# Task
The lines to copy from the listing below are those that contain the string "tools".

# Supplied data
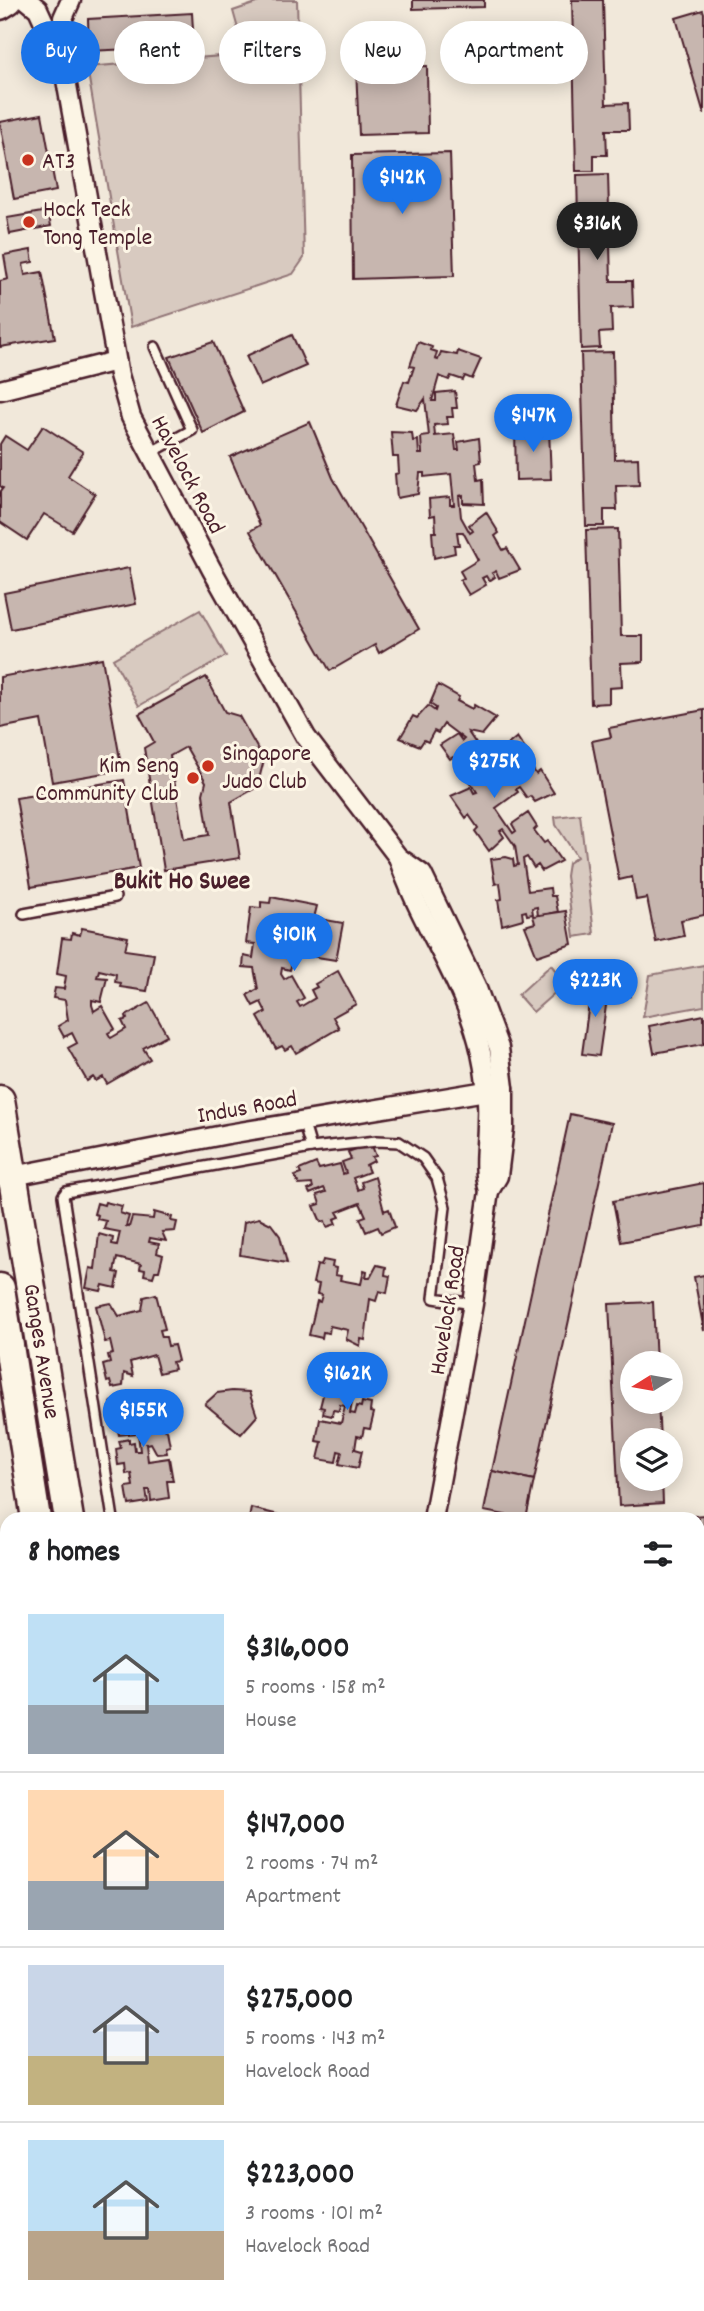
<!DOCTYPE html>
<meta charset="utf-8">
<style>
:root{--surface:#fff;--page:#f2f2f2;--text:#202124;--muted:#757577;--line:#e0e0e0;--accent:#1a73e8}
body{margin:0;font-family:Dekko,sans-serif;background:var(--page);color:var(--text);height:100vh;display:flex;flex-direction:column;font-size:26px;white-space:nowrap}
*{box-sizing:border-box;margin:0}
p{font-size:23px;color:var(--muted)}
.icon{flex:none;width:38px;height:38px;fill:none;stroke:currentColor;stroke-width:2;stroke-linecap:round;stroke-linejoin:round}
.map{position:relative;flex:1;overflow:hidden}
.drawer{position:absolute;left:0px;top:1512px;width:705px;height:800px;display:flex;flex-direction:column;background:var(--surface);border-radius:21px 21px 0 0;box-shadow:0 4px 18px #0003}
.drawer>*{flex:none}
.top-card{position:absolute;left:21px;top:21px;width:663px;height:63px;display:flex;gap:14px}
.needle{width:46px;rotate:259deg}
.tools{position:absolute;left:620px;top:1351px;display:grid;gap:14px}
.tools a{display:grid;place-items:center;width:63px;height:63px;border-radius:50%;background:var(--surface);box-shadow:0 4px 18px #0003;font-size:35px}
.price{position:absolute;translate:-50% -60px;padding:0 16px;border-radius:24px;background:var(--accent);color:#fff;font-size:23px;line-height:46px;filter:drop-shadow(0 2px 4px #0008)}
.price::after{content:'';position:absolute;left:50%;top:42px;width:21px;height:16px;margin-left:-10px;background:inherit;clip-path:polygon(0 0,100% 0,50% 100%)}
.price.active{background:#222;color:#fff}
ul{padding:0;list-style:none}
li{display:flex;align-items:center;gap:21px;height:175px;padding:0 28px}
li+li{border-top:2px solid var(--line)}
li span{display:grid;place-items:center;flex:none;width:196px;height:140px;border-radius:0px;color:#555}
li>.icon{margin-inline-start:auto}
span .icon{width:84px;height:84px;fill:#fffc;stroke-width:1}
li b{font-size:30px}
h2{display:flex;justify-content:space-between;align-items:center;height:84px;padding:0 28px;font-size:30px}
.chip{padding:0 24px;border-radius:32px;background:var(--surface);box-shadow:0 4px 18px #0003;font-size:24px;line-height:63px}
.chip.active{background:var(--accent);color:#fff}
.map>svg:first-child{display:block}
</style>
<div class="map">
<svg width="704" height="2311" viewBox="0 0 704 2311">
<rect width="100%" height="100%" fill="#f1e8da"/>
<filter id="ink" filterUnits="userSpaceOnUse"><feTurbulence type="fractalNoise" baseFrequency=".0143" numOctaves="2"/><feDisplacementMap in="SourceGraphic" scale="14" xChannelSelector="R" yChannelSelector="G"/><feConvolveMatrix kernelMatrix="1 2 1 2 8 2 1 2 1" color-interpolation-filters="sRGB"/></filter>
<g filter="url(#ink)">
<path fill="#e4d9cd" d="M698,2302H704V2311H563V2308L698,2305Z"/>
<g fill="#d8cac0" stroke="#917476" stroke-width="2">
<path d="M265,0H297L304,258L293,274L131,327L87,67L245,54L233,11Z"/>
<path d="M200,610L226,656L139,706L113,659Z"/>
<path d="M580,814L594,934L574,937L566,876L568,863L577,857L556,825L555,817Z"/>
<path d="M551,965L566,983L533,1012L518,995Z"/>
<path d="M704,965V1006L643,1017L650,975Z"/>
</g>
<g fill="#c7b6af" stroke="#4a1f2b" stroke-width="2" fill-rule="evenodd">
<path d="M413,0H484V7L413,9Z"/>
<path d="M572,0H603L606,104L628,103L629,130H606L607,155H594V171H576Z"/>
<path d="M703,10L704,13V114L676,18Z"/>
<path d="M192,13L194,46L89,51L88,19Z"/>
<path d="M427,66L428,133L359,135L356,68Z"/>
<path d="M42,114L56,191L14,199L0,122Z"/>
<path d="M450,153L454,276L353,279L352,155Z"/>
<path d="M608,174L611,281H632L633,307L611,308L612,332L599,333L600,348L581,349L577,175Z"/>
<path d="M48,211L51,226L10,234L7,218Z"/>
<path d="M31,250L33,262L23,264L25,275L42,272L55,338L0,347V281L8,279L4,255Z"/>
<path d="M292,335L306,366L260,386L246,356Z"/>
<path d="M213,342L244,412L203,433L169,357Z"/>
<path d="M418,342L432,347L431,350L437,352L435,359L438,360L441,352L457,355L458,351L481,359L472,379L465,376L463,380L451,376L449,380L439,376L432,401H436V393L455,391L457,408H452L453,417H447L448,424L434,425L435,436L454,434L456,450H459L458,442L479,438L481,462L476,463L478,480L483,479L484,504L463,503V495L459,496L461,517L470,533L473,531L469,525L486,512L499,533L495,536L503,550L507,548L520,570L499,578L496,571L492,573L495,577L489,581L486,576L482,578L486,585L469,595L460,580L464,578L460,571L478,560L463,532H457L459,545H454L455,553L434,558L432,532H436L435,515L430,516L429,499L450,497V505H454L451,474L424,477V473H420L418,494L397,498L395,474L399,473L398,457H393L391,432L412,433L413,441L418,440L419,454H422L421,437L429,436L425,399L417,410L396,405L404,381L409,382L414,367L410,366Z"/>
<path d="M613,352L615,459L638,458L639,485L616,486L617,510H604V526H586L581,353Z"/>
<path d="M310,422L333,478L419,629L379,653L375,645L330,671L250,531L260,525L230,457Z"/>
<path d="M43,426L83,452L68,476L95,494L72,531L44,514L27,540L0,522V492L3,488L0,486V444L5,436L27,450Z"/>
<path d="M515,429H549L551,479L516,480Z"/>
<path d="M618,529L621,636H643V662L621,663L622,687L609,688V703L591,704L586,530Z"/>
<path d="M129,568L136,604L11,629L4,593Z"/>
<path d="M102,658L122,770L52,782L41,720L0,728V677Z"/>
<path d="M206,677L225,712L239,716L264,760L257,787L231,802L240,858L164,870L144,748L154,742L139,714ZM186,747L206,782L203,794L209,835L184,839L170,756Z"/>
<path d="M438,685L459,697L457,701L472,709L474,705L496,718L482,735L468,732L490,764L496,760L505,773L509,771L500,751L517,737L531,758L527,760L536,774L540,771L554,793L535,802L530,796L527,798L519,787L516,789L518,792L496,808L513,833L516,831L512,824L528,813L537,827L534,830L544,843L547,841L561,861L542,871L538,865L534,868L527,857L523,859L528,891L550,888L551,896H555L558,912L538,916L537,907L532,908L533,914L527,915L526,911L522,912L523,919L502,925L498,900L502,899L500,883L495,884L491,859L506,857L513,859L514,866L518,865L515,846L503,829L500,831L504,837L489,851L475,831L478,828L469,815L466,818L451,796L471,787L474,793L477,792L468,778L484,767L478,758L466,766L463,761L458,764L453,757L450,759L440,745L457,734L462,741L464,739L444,724L438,733L434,731L428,742L424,740L420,746L400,738L413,716L417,718L428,706L435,711L436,708L430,704Z"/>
<path d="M704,710V915L681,920L684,936L656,942L647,898L636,900L632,877L619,880L592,741L611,737L609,728Z"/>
<path d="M124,780L139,868L31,887L16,798Z"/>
<path d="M271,897L317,906L314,918L343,923L336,960L310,956V952L304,951L305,943L288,939L287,945L296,947L290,970L282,968L281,974L284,979L291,975L304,998L297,1002L300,1007L315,998L311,990L317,987L315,984L338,971L356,1004L333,1017L339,1028L296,1053L292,1046L285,1050L282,1046L276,1049L258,1017L266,1012L261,1002L253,1006L247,995L258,989L254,968L243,967L244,956L253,958L255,944L246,943L251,907L261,908V902L270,903Z"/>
<path d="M566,911L572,944L537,956L525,926L535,923L533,916Z"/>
<path d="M82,928L128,937L125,950L154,954L147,991L120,987L121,983L115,982L116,974L99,970L97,977L107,978L101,1002L92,1000V1005L94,1011L102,1006L115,1029L108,1033L111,1038L126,1029L122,1021L127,1019L126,1016L149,1003L167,1035L143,1048L150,1059L107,1084L103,1077L96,1081L93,1077L87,1081L68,1048L77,1043L72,1033L64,1037L58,1026L68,1020L65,1000L53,998L55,988L64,989L66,976L57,974L62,938L71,939L72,933L80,935Z"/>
<path d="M592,981L609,984L599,1056L582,1054Z"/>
<path d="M612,983L632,986L630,996L611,992Z"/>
<path d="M704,1015V1044L654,1053L649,1026Z"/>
<path d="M570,1114L612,1123L534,1480L492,1471Z"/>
<path d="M364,1146L365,1148L372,1146L376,1156L372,1157L374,1161L366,1165L369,1172L353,1178L358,1190L363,1188L361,1182L375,1177L384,1211L389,1209L395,1227L381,1233L378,1227L366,1232L360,1218L366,1216L360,1203L337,1212L340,1217L334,1219L336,1224L327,1227L325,1221L321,1222L314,1206L320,1204L317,1195L326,1192L324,1188L310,1194L308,1190L313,1188L312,1184L299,1185L295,1176L301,1174L299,1170L316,1163L319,1169L340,1164L343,1174L346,1173L342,1162L351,1159L348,1152Z"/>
<path d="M704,1183V1226L621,1242L613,1201Z"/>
<path d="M105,1202L122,1206L120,1213L129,1216L126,1226L129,1227L132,1217L153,1219L154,1212L172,1217L171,1221L177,1222L175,1231L162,1232L166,1241L150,1238L149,1242L159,1244L157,1253L163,1255L159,1271H155L153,1277L144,1275L145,1270L140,1269L141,1264L117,1258L114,1272L119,1273L116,1288L103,1285L101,1291L86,1288L90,1268L95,1269L99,1234L113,1238L112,1244L117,1245L120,1232L104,1229L106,1221L97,1219L98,1215L94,1214L97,1203L104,1205Z"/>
<path d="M259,1218L271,1224L280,1236L287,1263L240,1255L244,1222Z"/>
<path d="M323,1260L333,1262L332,1267L336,1268L335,1275L341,1276L340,1280L361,1284L364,1270L367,1271L366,1278H370L377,1265L386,1267L385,1275L390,1276L387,1293L379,1291L376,1301L370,1299L365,1340L361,1339L360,1346L346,1339L348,1330L330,1326L329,1333L323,1332L322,1338L309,1335L317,1301L320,1302L322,1295L317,1294L319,1284L313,1283L317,1265L321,1266Z"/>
<path d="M704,1275V1331L694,1277Z"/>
<path d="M156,1294L165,1329L160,1330L162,1337H166L168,1346L174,1345L178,1361L172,1362L174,1369L159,1373L154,1355L130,1362L133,1376L124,1373L123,1386L112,1388L110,1381L107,1382L103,1365L110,1363L108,1355L113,1354L110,1341L105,1342L96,1306L111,1303L119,1316L142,1310L144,1297Z"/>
<path d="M653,1302L656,1363H632V1402H658L660,1440H632V1479H662L663,1503L619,1506L609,1304Z"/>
<path d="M335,1356L351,1359L349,1367L365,1371L367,1363L382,1366L372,1399L353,1395L350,1413L355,1414L357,1406L361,1407L362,1402L371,1404L370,1412L374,1413L370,1429L364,1428L362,1437L357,1436L355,1449L362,1451L358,1468L339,1464L342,1452L338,1451L336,1462L318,1459L322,1442L316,1441L320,1419L341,1423L345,1406L340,1405L339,1411L333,1410L332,1416L323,1414L324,1408L320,1407L324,1391H327L329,1381L333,1382Z"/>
<path d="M232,1391L249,1392L257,1416L241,1434L205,1404L217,1393Z"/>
<path d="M158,1394L159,1421L163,1420L165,1430H167L170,1446L166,1447L167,1453L157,1454L151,1443L146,1444L148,1461L169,1458L173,1481H167L169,1498L151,1501L150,1490H146L148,1502L129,1505L126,1487L133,1486L131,1473L126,1474L125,1464L118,1465L116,1449L121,1448L119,1441L129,1439V1443L134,1442L135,1451H140L138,1433L119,1435L111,1402L126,1399L127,1407L143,1405L142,1396Z"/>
<path d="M492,1471L534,1480L526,1519L484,1511Z"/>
<path d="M251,1508L295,1519H249Z"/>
<path d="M704,1515V1585L698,1570V1519H656Z"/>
<path d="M701,1637L704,1638V1771L698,1795Z"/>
<path d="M698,1878L704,1879V1956L701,1947L703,1927L698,1926Z"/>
<path d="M704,2140V2174L698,2176V2141Z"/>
</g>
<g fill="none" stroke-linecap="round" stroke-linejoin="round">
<g stroke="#4a1f2b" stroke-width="14">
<g id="lane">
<path d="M150,453L192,430L155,347"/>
<path d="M24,914L115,897"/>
<path d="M303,1121L311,1148"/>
<path d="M113,1519L63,1196L66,1192L311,1148L377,1141L399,1142L423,1158L437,1178L445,1207L434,1298L473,1304"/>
</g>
</g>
<g stroke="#4a1f2b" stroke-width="23">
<g id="street">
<path d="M27,0L38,9L60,57"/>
<path d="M71,0L63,18V63L119,375L131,417L212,570L306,737L398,857L422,874L476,986L499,1048L504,1088V1128L498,1176L489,1191L473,1304L433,1519"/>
<path d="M0,390L116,361"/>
<path d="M398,857C420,925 466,983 481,1053C486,1075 488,1099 487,1122C487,1146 482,1167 489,1191"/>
<path d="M3,1178L228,1134L504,1088"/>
</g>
</g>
<g stroke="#4a1f2b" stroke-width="33">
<g id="primary">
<path d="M0,5L8,0"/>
<path d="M0,1100L69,1519"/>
<path d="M0,1288L36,1519"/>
<path d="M0,2207L7,2203"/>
<path d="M698,2233H704"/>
<path d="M0,2244L7,2240"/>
<path d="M698,2260L704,2261"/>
<path d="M161,2305L164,2311"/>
<path d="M216,2311L217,2305"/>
</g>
</g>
<use href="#lane" stroke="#fcf5e5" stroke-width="9"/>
<use href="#street" stroke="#fcf5e5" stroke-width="18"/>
<use href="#primary" stroke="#fcf5e5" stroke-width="28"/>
</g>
</g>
<g fill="#c8321e" stroke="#fcf5e5" stroke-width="2.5">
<circle cx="28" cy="160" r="7"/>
<circle cx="29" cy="222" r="7"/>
<circle cx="208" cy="766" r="7"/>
<circle cx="193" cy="778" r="7"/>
</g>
<g text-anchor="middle" stroke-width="6" stroke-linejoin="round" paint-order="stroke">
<g font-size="24" fill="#4a1f2b" stroke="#fcf5e5" text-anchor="start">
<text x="42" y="168">AT3</text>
<text x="43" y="216">Hock Teck<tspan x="43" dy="28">Tong Temple</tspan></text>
<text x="222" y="760">Singapore<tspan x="222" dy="28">Judo Club</tspan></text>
<text x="179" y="772" text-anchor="end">Kim Seng<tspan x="179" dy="28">Community Club</tspan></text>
</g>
<g font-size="24" fill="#4a1f2b" stroke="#fcf5e5">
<text transform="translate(189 474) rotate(62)" y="8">Havelock Road</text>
<text transform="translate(247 1106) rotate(-10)" y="8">Indus Road</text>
<text transform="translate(446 1310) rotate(-81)" y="8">Havelock Road</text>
<text transform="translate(43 1351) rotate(81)" y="8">Ganges Avenue</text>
</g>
<g font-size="26" font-weight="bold" fill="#4a1f2b" stroke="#fcf5e5">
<text x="182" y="888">Bukit Ho Swee</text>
</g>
</g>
</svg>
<div class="tools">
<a><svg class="needle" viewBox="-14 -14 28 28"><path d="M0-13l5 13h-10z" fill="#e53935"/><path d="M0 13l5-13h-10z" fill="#757577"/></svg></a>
<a><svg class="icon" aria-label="layers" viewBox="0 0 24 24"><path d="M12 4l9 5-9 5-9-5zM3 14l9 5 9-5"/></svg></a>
</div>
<b class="price" style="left:402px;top:216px">$142K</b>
<b class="price active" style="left:597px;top:262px">$316K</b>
<b class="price" style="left:533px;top:454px">$147K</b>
<b class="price" style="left:494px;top:800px">$275K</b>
<b class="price" style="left:294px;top:973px">$101K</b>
<b class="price" style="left:595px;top:1019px">$223K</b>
<b class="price" style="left:347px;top:1412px">$162K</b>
<b class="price" style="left:143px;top:1449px">$155K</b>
<div class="top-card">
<a class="chip active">Buy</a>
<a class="chip">Rent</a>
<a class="chip">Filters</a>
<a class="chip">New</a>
<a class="chip">Apartment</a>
</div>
<section class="drawer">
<h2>8 homes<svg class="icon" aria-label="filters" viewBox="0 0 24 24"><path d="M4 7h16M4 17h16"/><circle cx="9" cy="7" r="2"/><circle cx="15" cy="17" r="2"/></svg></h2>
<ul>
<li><span style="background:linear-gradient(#bfe0f5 65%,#9aa5b1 0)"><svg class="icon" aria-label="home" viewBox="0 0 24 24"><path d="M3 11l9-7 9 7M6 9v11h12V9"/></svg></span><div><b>$316,000</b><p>5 rooms · 158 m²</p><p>House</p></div></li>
<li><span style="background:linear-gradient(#ffd9b3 65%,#9aa5b1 0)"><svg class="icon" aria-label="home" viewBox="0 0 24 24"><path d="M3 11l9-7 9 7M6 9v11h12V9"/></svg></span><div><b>$147,000</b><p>2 rooms · 74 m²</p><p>Apartment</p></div></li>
<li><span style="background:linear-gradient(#c9d6e8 65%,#c2b280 0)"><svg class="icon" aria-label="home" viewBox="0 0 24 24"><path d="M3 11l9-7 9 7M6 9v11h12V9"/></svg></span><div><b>$275,000</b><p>5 rooms · 143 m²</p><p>Havelock Road</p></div></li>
<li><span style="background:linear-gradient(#bfe0f5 65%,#b9a48a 0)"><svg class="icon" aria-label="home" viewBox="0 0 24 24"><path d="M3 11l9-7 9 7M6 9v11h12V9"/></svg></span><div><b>$223,000</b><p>3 rooms · 101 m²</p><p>Havelock Road</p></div></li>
</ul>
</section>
</div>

# Answer box
.tools{position:absolute;left:620px;top:1351px;display:grid;gap:14px}
.tools a{display:grid;place-items:center;width:63px;height:63px;border-radius:50%;background:var(--surface);box-shadow:0 4px 18px #0003;font-size:35px}
<div class="tools">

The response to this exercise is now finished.